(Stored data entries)
Start of Block
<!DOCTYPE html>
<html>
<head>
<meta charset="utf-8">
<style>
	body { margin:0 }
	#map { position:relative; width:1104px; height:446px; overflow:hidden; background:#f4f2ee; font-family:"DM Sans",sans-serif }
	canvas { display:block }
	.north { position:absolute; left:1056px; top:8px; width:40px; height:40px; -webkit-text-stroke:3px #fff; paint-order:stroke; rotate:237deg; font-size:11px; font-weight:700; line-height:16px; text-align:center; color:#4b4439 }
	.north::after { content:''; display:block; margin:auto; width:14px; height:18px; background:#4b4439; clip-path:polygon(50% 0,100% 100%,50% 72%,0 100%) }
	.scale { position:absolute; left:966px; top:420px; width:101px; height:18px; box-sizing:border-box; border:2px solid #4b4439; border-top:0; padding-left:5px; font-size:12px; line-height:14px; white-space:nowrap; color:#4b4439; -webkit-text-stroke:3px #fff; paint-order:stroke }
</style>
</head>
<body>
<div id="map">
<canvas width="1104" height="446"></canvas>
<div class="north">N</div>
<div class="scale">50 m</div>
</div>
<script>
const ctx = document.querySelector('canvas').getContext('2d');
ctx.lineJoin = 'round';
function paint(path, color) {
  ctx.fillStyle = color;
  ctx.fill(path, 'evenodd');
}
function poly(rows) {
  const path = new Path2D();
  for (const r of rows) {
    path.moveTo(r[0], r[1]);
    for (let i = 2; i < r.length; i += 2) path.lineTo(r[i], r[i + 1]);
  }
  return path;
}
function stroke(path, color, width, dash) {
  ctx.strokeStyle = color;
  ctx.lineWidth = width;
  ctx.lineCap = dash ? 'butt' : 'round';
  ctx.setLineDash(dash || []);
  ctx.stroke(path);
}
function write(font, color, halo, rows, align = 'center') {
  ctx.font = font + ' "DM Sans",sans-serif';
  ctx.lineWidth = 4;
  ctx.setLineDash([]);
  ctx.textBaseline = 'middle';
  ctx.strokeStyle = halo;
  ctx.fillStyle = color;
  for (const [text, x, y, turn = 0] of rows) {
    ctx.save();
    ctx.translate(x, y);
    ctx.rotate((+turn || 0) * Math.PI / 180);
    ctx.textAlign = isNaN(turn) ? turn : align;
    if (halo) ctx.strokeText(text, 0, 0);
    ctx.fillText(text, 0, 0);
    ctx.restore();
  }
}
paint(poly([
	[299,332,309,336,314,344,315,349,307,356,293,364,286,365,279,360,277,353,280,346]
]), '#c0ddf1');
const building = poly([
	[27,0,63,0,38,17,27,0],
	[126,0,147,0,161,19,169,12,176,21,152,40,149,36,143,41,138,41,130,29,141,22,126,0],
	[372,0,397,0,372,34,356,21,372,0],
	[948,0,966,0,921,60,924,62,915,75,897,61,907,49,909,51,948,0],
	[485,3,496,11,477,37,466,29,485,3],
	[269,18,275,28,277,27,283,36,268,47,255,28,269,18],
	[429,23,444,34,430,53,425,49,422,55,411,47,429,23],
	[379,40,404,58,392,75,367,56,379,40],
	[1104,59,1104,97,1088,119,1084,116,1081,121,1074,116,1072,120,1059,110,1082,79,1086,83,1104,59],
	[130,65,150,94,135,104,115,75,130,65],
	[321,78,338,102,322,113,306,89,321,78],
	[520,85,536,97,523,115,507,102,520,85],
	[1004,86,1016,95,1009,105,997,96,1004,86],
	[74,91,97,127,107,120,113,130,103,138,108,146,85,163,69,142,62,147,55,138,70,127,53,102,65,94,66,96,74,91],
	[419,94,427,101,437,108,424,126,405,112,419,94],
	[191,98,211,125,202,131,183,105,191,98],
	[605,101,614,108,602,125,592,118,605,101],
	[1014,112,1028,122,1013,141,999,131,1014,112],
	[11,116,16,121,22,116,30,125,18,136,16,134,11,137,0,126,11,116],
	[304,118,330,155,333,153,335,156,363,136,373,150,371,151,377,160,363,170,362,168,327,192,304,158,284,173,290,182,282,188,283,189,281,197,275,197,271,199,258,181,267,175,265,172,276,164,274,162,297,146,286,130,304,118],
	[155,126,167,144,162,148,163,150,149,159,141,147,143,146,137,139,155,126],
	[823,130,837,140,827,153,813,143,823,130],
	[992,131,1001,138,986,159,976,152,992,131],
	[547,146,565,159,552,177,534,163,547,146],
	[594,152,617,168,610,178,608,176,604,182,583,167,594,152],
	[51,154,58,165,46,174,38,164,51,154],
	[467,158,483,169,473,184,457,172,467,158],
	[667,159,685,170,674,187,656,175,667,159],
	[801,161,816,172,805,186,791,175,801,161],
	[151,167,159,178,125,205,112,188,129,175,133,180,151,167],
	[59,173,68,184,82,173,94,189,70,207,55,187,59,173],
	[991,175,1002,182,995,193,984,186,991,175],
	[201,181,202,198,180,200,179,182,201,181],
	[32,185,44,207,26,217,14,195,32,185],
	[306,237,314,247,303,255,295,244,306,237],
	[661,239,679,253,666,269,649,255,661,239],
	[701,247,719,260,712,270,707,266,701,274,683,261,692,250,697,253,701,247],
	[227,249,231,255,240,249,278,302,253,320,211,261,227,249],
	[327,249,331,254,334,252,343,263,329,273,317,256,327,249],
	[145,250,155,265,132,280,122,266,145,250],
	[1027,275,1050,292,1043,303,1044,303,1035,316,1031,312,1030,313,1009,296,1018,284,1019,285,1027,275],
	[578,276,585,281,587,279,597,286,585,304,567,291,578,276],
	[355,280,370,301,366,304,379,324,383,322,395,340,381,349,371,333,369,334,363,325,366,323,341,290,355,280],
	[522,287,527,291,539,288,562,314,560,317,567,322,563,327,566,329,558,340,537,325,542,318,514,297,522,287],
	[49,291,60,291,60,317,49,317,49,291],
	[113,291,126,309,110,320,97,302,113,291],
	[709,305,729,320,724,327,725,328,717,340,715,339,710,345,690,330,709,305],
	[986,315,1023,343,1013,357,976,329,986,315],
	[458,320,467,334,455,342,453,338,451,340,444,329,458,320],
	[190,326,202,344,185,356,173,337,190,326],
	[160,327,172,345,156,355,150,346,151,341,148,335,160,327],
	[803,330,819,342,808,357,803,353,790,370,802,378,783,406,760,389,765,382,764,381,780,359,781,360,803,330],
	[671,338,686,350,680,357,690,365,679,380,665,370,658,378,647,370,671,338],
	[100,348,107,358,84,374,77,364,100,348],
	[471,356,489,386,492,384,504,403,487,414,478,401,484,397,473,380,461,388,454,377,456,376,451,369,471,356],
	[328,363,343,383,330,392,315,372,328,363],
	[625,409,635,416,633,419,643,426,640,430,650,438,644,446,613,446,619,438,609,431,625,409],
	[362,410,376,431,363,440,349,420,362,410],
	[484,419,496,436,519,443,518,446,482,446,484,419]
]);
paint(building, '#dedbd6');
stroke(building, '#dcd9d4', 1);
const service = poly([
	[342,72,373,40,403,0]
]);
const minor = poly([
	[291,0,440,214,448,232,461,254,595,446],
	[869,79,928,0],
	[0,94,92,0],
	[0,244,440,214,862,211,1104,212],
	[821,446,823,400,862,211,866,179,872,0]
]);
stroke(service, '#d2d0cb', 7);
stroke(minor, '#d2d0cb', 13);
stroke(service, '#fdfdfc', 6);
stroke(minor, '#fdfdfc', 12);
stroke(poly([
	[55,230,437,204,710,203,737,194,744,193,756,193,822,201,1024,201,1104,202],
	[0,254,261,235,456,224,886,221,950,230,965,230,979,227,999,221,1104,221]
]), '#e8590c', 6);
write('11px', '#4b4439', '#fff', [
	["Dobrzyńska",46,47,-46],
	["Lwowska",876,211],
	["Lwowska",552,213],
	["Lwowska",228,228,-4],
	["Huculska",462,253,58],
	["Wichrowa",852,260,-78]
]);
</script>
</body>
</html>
End of Block
## WHAT YOU ARE ASKED TO DO
Copy exactly the lines from the top of the entries through the line with "ctx.translate(x, y);" in it, please, keeping both ends and adding nothing.

## RESULT
<!DOCTYPE html>
<html>
<head>
<meta charset="utf-8">
<style>
	body { margin:0 }
	#map { position:relative; width:1104px; height:446px; overflow:hidden; background:#f4f2ee; font-family:"DM Sans",sans-serif }
	canvas { display:block }
	.north { position:absolute; left:1056px; top:8px; width:40px; height:40px; -webkit-text-stroke:3px #fff; paint-order:stroke; rotate:237deg; font-size:11px; font-weight:700; line-height:16px; text-align:center; color:#4b4439 }
	.north::after { content:''; display:block; margin:auto; width:14px; height:18px; background:#4b4439; clip-path:polygon(50% 0,100% 100%,50% 72%,0 100%) }
	.scale { position:absolute; left:966px; top:420px; width:101px; height:18px; box-sizing:border-box; border:2px solid #4b4439; border-top:0; padding-left:5px; font-size:12px; line-height:14px; white-space:nowrap; color:#4b4439; -webkit-text-stroke:3px #fff; paint-order:stroke }
</style>
</head>
<body>
<div id="map">
<canvas width="1104" height="446"></canvas>
<div class="north">N</div>
<div class="scale">50 m</div>
</div>
<script>
const ctx = document.querySelector('canvas').getContext('2d');
ctx.lineJoin = 'round';
function paint(path, color) {
  ctx.fillStyle = color;
  ctx.fill(path, 'evenodd');
}
function poly(rows) {
  const path = new Path2D();
  for (const r of rows) {
    path.moveTo(r[0], r[1]);
    for (let i = 2; i < r.length; i += 2) path.lineTo(r[i], r[i + 1]);
  }
  return path;
}
function stroke(path, color, width, dash) {
  ctx.strokeStyle = color;
  ctx.lineWidth = width;
  ctx.lineCap = dash ? 'butt' : 'round';
  ctx.setLineDash(dash || []);
  ctx.stroke(path);
}
function write(font, color, halo, rows, align = 'center') {
  ctx.font = font + ' "DM Sans",sans-serif';
  ctx.lineWidth = 4;
  ctx.setLineDash([]);
  ctx.textBaseline = 'middle';
  ctx.strokeStyle = halo;
  ctx.fillStyle = color;
  for (const [text, x, y, turn = 0] of rows) {
    ctx.save();
    ctx.translate(x, y);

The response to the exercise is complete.